- _EXERCISE OBJECTIVE_
Find every line below with the string "rows" and pick it out.

- _DATA TO PROCESS_

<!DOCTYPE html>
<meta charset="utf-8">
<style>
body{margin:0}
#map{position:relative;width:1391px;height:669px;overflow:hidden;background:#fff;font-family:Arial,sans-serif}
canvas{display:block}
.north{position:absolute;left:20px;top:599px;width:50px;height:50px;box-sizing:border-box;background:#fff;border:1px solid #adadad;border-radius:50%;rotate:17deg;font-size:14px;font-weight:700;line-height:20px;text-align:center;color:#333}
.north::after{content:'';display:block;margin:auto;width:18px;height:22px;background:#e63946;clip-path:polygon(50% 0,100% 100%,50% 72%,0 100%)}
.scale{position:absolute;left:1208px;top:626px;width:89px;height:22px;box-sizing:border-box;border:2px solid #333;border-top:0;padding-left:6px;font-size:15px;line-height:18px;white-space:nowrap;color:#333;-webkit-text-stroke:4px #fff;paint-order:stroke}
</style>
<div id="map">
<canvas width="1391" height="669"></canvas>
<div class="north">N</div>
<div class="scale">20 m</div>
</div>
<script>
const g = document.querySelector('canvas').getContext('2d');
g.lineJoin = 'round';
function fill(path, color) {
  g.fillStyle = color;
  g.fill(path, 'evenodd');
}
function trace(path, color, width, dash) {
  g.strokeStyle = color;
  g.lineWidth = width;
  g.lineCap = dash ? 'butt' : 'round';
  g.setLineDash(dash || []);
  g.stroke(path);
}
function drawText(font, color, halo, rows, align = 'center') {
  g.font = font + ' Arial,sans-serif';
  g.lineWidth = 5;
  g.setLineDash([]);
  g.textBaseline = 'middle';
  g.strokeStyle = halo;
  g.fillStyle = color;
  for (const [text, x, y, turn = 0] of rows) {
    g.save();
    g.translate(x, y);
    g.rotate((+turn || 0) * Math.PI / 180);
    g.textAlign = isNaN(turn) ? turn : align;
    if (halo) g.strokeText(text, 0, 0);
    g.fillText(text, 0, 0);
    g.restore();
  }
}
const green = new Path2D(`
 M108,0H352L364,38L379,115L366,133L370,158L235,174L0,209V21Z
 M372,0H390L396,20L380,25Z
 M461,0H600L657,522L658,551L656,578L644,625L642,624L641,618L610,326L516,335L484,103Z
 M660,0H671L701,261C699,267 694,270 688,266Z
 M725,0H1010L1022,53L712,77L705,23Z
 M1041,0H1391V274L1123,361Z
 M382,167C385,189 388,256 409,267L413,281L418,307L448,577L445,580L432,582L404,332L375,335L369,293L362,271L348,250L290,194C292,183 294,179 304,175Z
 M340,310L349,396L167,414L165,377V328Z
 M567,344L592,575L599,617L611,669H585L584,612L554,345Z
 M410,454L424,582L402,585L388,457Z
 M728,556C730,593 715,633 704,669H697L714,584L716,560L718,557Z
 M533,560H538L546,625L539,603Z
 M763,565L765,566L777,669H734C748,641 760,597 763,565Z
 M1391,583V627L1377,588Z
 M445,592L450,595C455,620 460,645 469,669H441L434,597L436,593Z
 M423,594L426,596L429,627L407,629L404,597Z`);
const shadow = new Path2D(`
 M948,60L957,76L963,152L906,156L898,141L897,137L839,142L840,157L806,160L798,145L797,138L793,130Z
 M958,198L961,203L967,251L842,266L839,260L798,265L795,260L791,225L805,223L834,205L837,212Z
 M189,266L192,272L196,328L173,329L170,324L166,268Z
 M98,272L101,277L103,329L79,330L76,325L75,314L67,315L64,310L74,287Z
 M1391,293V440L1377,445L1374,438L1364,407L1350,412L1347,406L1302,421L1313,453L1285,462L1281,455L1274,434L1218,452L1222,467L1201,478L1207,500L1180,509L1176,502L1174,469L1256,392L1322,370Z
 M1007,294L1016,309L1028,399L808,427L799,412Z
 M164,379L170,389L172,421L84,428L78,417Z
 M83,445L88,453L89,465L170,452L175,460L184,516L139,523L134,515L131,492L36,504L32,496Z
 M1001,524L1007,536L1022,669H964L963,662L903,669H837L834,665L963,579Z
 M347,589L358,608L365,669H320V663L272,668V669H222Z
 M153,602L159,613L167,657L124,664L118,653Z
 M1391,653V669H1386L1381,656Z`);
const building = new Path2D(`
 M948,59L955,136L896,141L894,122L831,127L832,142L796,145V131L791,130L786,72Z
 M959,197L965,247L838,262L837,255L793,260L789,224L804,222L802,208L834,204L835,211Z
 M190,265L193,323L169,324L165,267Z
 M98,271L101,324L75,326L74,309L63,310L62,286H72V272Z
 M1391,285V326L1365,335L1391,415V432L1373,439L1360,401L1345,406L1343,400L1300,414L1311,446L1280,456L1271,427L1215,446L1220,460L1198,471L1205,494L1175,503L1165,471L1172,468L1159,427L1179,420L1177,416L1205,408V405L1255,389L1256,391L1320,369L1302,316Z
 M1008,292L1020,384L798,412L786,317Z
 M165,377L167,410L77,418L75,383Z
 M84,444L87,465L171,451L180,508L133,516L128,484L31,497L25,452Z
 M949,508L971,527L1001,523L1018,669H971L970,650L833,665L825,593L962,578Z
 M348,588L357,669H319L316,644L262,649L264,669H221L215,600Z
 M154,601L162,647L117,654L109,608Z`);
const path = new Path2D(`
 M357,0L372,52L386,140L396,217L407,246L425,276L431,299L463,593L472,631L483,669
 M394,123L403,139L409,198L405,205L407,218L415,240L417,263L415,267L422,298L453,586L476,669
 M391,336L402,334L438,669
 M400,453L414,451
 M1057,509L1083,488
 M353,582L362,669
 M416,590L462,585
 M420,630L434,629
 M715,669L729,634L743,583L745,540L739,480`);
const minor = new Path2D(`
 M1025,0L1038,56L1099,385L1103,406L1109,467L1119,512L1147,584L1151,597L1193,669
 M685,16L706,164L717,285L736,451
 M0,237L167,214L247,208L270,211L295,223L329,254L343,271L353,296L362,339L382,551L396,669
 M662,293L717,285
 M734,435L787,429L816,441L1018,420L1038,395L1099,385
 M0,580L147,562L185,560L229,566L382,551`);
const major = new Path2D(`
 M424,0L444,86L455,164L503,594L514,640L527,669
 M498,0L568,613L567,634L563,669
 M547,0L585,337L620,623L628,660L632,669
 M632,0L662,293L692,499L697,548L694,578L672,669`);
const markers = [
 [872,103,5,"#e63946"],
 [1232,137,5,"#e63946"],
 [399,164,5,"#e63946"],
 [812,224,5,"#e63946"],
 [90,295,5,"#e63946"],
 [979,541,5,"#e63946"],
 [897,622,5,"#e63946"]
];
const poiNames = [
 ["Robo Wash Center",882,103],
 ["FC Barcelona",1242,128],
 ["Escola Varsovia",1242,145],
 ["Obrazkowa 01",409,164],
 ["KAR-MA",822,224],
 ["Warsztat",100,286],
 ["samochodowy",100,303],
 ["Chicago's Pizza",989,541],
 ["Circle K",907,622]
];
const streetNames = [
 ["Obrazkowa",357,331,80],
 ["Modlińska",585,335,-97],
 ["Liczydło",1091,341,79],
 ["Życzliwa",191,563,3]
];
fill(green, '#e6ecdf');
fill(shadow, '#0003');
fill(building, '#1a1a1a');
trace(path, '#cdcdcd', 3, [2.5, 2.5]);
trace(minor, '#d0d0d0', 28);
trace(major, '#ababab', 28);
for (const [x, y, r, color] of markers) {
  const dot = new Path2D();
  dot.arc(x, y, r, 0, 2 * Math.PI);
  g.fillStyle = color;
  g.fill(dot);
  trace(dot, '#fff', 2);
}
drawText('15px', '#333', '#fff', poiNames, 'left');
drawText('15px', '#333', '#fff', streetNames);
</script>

- _YOUR SOLUTION_
function drawText(font, color, halo, rows, align = 'center') {
  for (const [text, x, y, turn = 0] of rows) {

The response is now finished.